Father Starr said, 'Samples get confused or contaminated at
laboratories, it happens all the time. Even experts can be mistaken.'

Alison said, 'Do you have anything to say about the DNA
evidence, Mr Craven?'

'It's wrong. I never went to her house. The only times I saw
it was on the TV. That's the truth.' Agitated, he turned to Starr. 'That's
right, isn't it, Father? Tell them. That's God's honest truth.'

Starr reached out and put a comforting hand on Craven's.
'That's what Mrs Cooper is going to do, Paul. She's going to find out the
truth.'

Losing patience, Alison kicked Jenny's ankle under the table.

Ignoring her, Jenny said, 'Do you have anything else to add,
Mr Craven? This is your one chance to speak to me directly. We won't be meeting
like this again.'

The prisoner closed his eyes for a moment, as if summoning
the strength to force the words out of his mouth. When they came, it was in a
lucid stream that seemed to bubble up from deep inside him. 'You're right to
think I'm lying to you. I did once murder an innocent young woman and I know
God will judge me for that, but I didn't kill Eva . . . I'm a different person now.
I couldn't do that. I'd kill myself before I'd hurt another human being.'

And as he held her in his innocent gaze, Jenny was tempted to
believe him.

Jenny waited for Alison to stop off in the ladies' room at
reception before turning to Father Starr, who had hardly spoken during the walk
back through the prison. 'There was a question I should have asked him - why
wasn't he at church on the Sunday?'

'My fault, Mrs Cooper. I should have made arrangements. I
was on a study retreat during the week he was released.'

'If I was a more cynical person I'd say you were finding it
hard to accept that a man you'd worked so hard with could have left here and
killed three days later.'

'There is more than likely to be an element of pride. I am only
human.'

'I don't doubt your good intentions, Father, but I'm afraid
that the scales didn't fall from my eyes. I saw a man who needs a psychiatrist,
a priest and a good criminal lawyer, probably in that order.'

'You were touched by him, weren't you?'

'I beg your pardon?'

Father Starr smiled. 'Lack of prejudice is a wonderful gift.
I have had to work hard to try to acquire it. I sense you possess it
naturally.'

'Listen, let's be straight about this now. If I decide to
hold an inquest it'll be because there are issues around the cause of death
that require further investigation, not out of any desire to assist Craven.'

'Of course. I understand.'

'I may even turn up more evidence against him.'

Father Starr turned his gaze out of the rain-flecked window
and up towards a moody sky. 'Do you believe in good and evil, Mrs Cooper, and
that the former attracts the latter?'

'I try not to get too philosophical during business hours.'

'Really? That's not what a mutual friend of ours once told
me.'

Alison emerged from the ladies in a fresh cloud of perfume
and glanced between Jenny and Starr, sensing an atmosphere between them. 'Is
everything all right?'

'Yes, thank you,' Starr said. 'One other thing I should have
mentioned, Mrs Cooper - as far as I know the police neglected to interview Miss
Donaldson's former boyfriend. His name's Joseph Cassidy. He's an actor of
sorts. I understand she and he resumed their acquaintance in the weeks before
her death.'

'How do you know that?' Jenny said, feeling her cheeks flush
with emotions she couldn't yet articulate.

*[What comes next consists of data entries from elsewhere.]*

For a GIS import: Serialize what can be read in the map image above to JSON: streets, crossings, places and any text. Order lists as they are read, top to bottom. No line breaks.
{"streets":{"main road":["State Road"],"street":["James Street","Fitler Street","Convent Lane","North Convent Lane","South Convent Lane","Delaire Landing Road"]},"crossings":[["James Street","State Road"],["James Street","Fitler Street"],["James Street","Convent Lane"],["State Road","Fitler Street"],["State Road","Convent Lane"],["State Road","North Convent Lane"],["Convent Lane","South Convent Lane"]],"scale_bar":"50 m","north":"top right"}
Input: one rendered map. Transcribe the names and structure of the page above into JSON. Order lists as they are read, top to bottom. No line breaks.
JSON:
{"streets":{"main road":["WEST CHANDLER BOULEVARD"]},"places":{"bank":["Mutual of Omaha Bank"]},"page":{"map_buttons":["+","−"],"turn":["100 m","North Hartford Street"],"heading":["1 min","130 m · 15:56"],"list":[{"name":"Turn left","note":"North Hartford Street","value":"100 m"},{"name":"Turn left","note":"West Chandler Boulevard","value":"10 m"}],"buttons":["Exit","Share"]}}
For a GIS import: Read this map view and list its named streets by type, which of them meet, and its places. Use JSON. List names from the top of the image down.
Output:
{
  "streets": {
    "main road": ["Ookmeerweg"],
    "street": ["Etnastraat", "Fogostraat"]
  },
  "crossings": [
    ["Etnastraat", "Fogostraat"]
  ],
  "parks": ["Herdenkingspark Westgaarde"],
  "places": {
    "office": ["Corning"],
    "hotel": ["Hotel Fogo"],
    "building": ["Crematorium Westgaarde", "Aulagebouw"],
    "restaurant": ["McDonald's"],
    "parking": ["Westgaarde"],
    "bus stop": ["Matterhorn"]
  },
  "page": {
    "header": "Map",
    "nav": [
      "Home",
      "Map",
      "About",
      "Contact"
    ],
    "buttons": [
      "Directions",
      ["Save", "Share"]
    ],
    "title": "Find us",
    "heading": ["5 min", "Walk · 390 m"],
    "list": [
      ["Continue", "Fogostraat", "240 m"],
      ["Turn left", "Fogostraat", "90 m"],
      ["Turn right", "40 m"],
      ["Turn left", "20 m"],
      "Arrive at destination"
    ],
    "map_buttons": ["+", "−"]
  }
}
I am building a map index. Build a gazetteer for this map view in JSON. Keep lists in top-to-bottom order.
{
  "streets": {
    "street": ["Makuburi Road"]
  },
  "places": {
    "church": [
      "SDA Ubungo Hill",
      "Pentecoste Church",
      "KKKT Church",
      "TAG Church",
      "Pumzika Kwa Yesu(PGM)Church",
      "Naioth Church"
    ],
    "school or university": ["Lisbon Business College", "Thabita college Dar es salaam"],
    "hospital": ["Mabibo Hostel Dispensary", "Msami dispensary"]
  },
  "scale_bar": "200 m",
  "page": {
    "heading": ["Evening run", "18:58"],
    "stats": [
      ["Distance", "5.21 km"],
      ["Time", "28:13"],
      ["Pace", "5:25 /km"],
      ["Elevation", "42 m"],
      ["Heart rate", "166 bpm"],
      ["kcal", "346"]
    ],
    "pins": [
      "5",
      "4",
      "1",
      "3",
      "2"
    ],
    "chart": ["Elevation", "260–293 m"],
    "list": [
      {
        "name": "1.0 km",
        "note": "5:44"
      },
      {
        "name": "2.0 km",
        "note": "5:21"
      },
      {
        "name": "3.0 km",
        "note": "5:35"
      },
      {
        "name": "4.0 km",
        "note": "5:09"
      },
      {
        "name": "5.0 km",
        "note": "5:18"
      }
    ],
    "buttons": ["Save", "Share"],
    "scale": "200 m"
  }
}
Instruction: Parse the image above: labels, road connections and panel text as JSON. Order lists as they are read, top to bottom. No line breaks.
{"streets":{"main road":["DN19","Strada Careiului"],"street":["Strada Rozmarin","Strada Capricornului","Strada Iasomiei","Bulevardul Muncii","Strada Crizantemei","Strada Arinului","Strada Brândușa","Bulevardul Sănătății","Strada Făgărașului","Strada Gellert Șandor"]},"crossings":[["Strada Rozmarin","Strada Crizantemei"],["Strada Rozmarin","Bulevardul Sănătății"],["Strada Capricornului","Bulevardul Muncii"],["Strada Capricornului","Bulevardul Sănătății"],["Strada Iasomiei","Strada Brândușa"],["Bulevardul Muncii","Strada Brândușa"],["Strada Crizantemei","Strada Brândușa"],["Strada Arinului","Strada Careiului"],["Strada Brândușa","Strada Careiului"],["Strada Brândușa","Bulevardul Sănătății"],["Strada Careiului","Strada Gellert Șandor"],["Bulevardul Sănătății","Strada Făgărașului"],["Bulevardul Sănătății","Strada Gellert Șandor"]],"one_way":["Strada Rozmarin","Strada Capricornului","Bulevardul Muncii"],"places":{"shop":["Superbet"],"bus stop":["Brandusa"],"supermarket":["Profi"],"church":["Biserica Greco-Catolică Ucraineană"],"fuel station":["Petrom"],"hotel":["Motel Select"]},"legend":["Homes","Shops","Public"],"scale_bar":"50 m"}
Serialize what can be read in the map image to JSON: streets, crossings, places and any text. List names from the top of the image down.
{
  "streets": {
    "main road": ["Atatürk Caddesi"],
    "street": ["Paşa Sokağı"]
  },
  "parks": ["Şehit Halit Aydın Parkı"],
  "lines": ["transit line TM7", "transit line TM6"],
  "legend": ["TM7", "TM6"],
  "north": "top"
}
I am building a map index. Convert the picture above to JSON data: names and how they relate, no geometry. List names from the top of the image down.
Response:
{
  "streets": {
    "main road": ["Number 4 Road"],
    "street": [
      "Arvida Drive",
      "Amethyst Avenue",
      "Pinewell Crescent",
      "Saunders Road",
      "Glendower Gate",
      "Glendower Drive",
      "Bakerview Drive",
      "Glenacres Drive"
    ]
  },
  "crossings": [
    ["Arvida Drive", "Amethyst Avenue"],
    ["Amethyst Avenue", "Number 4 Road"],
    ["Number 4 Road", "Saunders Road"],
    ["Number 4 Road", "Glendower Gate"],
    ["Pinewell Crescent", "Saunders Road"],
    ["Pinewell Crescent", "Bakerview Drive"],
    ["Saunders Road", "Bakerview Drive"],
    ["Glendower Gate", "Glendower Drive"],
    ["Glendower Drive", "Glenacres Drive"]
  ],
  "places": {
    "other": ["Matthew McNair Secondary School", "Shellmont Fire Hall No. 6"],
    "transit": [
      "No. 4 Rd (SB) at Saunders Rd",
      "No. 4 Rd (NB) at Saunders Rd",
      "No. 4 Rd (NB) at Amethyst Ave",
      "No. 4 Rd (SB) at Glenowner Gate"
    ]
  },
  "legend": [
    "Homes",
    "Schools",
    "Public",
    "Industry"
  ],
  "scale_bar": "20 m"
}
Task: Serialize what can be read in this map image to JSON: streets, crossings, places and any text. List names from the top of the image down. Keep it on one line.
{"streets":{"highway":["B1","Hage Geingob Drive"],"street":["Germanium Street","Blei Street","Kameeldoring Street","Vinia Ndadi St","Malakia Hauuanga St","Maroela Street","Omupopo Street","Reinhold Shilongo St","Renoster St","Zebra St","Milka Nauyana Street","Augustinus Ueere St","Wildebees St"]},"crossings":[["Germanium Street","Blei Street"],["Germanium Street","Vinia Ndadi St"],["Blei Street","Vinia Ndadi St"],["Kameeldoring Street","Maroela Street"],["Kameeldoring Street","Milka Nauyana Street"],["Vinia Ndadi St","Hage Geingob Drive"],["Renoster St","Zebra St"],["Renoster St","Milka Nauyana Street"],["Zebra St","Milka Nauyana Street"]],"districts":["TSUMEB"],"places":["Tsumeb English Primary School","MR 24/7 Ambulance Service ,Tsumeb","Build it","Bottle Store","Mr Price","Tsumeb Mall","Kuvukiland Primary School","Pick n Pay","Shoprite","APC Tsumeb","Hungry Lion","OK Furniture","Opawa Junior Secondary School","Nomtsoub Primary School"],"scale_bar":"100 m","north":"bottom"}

'Craven's lawyer tried to speak to him, but he was reluctant
to cooperate. I contacted his local priest.'

'You're quite the detective, Father,' Jenny said, feeling an
unchristian stab of hostility.

'I try to live by a very simple philosophy: there is that
which is right and just, and that which is not. As convenient a belief as it
may be, there is no middle ground.' He opened his hands in a gesture of
gratitude. 'Thank you both for coming here today. And now I must excuse myself;
I have to conduct Mass.'

With a nod he turned and retreated into the depths of the
prison.

'Didn't I tell you, Mrs Cooper?' Alison said. Jenny scarcely
heard her. She was thinking of their mutual friend, and dared to wonder with
thundering heart if Alec McAvoy might still be alive.